Suddenly, though, Adam is
next to me, out of breath from running. “Say, don’ t you people know what’wait
up’ means here in the middle of nowhere? I had to run a mile to catch up with
you.”

I smile. “Sorry.  I
didn’t know you were talking to me.”

“Of course I was talking
to you. You’re the only person I met today who didn’t treat me like I had a
contagious disease. And I couldn’t very well call your name because you never
told me what your name was.”

I guess I didn’t.
“Miranda,” I say.

Adam
grins. “That beats Witch Girl, which seems to be what most people call you.”

“Yep,” I laugh. “They
call Mom and Granny the witch women, so I guess I can look forward to be
calling Witch Woman, too, when I grow up.” I keep waiting for Adam to leave my
side, but he’s not showing any signs of it. “Say... you don’t have to keep
walking with me. Don’t you need to go back and get on the bus or something?”

“Nope. I just live up the
street. My mom and dad were all excited for us to live somewhere I could walk
to school.
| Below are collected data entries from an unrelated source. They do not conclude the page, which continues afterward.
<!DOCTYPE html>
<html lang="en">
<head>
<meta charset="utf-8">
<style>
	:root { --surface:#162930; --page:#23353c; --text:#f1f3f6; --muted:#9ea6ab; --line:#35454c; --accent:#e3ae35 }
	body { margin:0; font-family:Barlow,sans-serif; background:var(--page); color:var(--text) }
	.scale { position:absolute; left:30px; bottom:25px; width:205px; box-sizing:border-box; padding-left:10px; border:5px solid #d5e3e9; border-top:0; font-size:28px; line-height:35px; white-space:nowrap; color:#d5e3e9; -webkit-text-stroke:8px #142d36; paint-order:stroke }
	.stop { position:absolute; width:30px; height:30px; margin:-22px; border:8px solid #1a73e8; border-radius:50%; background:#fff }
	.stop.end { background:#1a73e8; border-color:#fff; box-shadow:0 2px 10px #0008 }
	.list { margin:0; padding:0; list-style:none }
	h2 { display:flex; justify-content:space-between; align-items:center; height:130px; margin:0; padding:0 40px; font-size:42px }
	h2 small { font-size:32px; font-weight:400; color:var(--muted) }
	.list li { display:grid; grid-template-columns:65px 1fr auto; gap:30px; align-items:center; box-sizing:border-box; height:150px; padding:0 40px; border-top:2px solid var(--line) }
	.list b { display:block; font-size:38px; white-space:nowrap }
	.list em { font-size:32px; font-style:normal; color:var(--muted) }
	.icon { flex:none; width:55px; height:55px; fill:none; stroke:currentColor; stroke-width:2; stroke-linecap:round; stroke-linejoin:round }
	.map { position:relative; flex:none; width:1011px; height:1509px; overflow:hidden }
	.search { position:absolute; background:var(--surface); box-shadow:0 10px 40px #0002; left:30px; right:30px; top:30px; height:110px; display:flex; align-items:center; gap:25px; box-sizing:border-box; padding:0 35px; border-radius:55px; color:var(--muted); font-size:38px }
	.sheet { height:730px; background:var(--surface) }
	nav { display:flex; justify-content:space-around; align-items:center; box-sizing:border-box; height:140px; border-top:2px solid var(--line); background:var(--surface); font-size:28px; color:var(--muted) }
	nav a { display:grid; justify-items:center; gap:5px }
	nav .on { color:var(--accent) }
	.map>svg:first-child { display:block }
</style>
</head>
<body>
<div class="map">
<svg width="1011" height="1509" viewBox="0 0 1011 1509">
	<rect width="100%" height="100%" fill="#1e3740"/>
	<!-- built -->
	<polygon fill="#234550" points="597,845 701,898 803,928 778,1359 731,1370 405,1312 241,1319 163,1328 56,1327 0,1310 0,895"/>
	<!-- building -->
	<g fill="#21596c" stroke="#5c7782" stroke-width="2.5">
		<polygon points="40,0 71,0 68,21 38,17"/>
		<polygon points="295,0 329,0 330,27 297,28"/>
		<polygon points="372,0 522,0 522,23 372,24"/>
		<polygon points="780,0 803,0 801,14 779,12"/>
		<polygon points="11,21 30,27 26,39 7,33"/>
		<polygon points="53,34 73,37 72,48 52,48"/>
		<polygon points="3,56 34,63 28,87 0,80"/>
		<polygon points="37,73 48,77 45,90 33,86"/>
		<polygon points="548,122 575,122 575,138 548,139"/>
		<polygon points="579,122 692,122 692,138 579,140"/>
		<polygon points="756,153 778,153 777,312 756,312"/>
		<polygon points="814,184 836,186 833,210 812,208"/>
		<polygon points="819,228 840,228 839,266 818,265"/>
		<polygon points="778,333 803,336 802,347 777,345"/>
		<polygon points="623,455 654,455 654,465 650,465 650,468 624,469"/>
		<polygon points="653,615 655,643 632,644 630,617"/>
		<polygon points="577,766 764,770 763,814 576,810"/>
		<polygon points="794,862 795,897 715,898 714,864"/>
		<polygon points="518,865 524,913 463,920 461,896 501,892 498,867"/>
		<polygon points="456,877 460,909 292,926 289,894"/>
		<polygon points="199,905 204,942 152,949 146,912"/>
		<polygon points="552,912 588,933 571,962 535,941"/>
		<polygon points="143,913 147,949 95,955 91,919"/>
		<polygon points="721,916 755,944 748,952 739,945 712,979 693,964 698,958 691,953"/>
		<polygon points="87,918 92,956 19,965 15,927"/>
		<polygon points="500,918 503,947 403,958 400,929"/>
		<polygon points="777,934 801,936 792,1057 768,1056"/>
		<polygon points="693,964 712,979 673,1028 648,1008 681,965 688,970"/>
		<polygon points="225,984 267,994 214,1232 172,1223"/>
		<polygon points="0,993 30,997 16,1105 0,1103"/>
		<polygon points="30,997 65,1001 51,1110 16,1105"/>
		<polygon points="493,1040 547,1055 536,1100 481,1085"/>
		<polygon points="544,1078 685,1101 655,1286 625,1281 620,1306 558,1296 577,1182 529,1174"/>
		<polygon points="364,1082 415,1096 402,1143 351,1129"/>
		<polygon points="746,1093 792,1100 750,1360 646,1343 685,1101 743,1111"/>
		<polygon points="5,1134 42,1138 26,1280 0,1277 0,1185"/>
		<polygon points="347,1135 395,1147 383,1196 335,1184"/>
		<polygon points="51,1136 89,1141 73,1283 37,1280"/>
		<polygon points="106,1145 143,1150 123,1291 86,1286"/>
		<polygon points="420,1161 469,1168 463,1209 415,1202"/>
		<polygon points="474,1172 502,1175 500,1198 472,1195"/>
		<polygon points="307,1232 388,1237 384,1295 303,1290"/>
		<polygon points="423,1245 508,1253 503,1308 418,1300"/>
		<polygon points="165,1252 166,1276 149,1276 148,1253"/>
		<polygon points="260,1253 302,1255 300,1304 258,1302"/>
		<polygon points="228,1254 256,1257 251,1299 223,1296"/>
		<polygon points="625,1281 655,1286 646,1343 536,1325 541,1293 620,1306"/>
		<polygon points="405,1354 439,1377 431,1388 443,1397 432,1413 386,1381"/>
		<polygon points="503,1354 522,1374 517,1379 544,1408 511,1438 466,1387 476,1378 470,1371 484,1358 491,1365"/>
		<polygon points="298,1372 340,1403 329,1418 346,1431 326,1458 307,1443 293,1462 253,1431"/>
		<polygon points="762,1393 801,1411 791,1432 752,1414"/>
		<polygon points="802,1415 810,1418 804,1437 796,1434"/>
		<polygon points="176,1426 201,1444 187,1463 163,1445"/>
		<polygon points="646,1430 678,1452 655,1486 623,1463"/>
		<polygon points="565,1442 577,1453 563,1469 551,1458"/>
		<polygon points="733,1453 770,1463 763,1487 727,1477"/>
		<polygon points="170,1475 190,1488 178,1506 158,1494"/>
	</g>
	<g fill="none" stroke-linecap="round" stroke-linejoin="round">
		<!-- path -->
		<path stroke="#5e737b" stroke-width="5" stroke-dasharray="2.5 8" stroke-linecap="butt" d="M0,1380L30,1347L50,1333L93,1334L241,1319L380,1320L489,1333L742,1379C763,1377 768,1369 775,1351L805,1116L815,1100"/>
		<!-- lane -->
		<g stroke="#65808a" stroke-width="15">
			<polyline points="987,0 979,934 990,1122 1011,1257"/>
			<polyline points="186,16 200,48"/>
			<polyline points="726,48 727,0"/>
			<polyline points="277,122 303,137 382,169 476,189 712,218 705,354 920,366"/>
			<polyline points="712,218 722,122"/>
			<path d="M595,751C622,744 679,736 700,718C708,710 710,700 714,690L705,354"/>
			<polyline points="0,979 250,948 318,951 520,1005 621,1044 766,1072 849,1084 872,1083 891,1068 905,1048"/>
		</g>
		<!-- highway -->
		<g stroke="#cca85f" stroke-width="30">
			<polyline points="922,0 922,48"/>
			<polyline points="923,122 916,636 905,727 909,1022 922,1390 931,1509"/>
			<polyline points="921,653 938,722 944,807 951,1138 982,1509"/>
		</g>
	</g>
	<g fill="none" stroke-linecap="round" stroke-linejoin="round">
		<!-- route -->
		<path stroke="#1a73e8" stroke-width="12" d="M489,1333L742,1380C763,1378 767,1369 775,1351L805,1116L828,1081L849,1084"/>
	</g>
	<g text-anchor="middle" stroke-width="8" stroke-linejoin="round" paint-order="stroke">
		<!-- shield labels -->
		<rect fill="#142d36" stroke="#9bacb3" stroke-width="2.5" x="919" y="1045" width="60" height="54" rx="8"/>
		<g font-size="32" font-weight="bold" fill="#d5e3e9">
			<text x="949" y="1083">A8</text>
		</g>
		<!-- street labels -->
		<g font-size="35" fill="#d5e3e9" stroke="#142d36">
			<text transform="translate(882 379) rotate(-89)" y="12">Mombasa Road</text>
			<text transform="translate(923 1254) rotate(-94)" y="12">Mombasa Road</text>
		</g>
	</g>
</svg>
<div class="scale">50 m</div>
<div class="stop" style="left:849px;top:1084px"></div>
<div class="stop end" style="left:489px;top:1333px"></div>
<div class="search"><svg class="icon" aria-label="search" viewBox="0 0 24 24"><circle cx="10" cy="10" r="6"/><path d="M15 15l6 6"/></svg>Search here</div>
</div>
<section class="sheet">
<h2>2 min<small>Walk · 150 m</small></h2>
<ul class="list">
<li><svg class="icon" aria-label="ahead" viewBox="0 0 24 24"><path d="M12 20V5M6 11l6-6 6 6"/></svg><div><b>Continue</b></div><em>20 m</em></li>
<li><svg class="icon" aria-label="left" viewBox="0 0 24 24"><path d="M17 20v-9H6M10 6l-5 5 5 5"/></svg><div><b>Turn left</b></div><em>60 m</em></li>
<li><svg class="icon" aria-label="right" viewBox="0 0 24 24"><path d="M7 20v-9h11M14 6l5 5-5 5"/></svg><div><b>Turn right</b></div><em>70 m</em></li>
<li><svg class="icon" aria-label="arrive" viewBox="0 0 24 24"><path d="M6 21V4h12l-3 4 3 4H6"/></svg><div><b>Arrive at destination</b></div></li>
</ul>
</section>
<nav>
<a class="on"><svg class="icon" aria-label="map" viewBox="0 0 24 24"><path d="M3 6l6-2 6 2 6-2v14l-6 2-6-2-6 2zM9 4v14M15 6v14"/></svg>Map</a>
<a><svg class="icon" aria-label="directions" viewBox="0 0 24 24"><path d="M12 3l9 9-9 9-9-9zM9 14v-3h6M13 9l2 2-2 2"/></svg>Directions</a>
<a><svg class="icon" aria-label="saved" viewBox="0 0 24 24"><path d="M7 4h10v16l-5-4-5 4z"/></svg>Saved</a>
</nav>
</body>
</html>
I have no clue why.”

It pops into my head
where Adam must live. All the houses up the street are owned by old people who
have lived there forever. All except for a two-story house which is about as
old as ours and has been sitting empty for as long as I can remember. “Hey,” I
say, “did your parents buy the old Jameson place?” But then I remember that
Adam won’t know that everybody in town calls it the old Jameson place, so I
add, “I mean, the house on the corner of Laurel and Oak?”

“Yeah, that’s the one.
Mom says she’s been living in little apartments too long and wants a place with
some space. Problem is, the house is practically falling apart. But Mom and Dad
have watched so many shows on that Do It Yourself channel that they think they
can fix the place up in half an hour.”

We walk past the Family
Drug Store, Louise’s House of Hair, and a couple of the empty storefronts that
have been popping up downtown ever since they built the Wal-Mart over in
Morgan. “So tell me,” Adam says, “does your school always give new kids such an
un-warm welcome, or is it just me?”

“It’s hard to say. To be
honest, I can’t remember the last time we had a new kid in school. People don’t
really move to Wilder because...well, there’s not any reason to.”

“We
have a reason,” Adam says. “Dad got one of those special deals in medical
school where your tuition will be free if you’ll agree to come work in a rural
area for three years after you’ve finished your degree. And this is the rural
area.  Lucky me.”

When we get to the old
Jameson place, men on ladders are covering the faded, used-to-be white paint of
the house with a fresh coat of candy pink. “Mom wanted the house to be pink,”
Adam says. “Like my life here isn’t going to be hard enough. Say...you want to
come in and hang out for a while? We could play Nintendo or something.”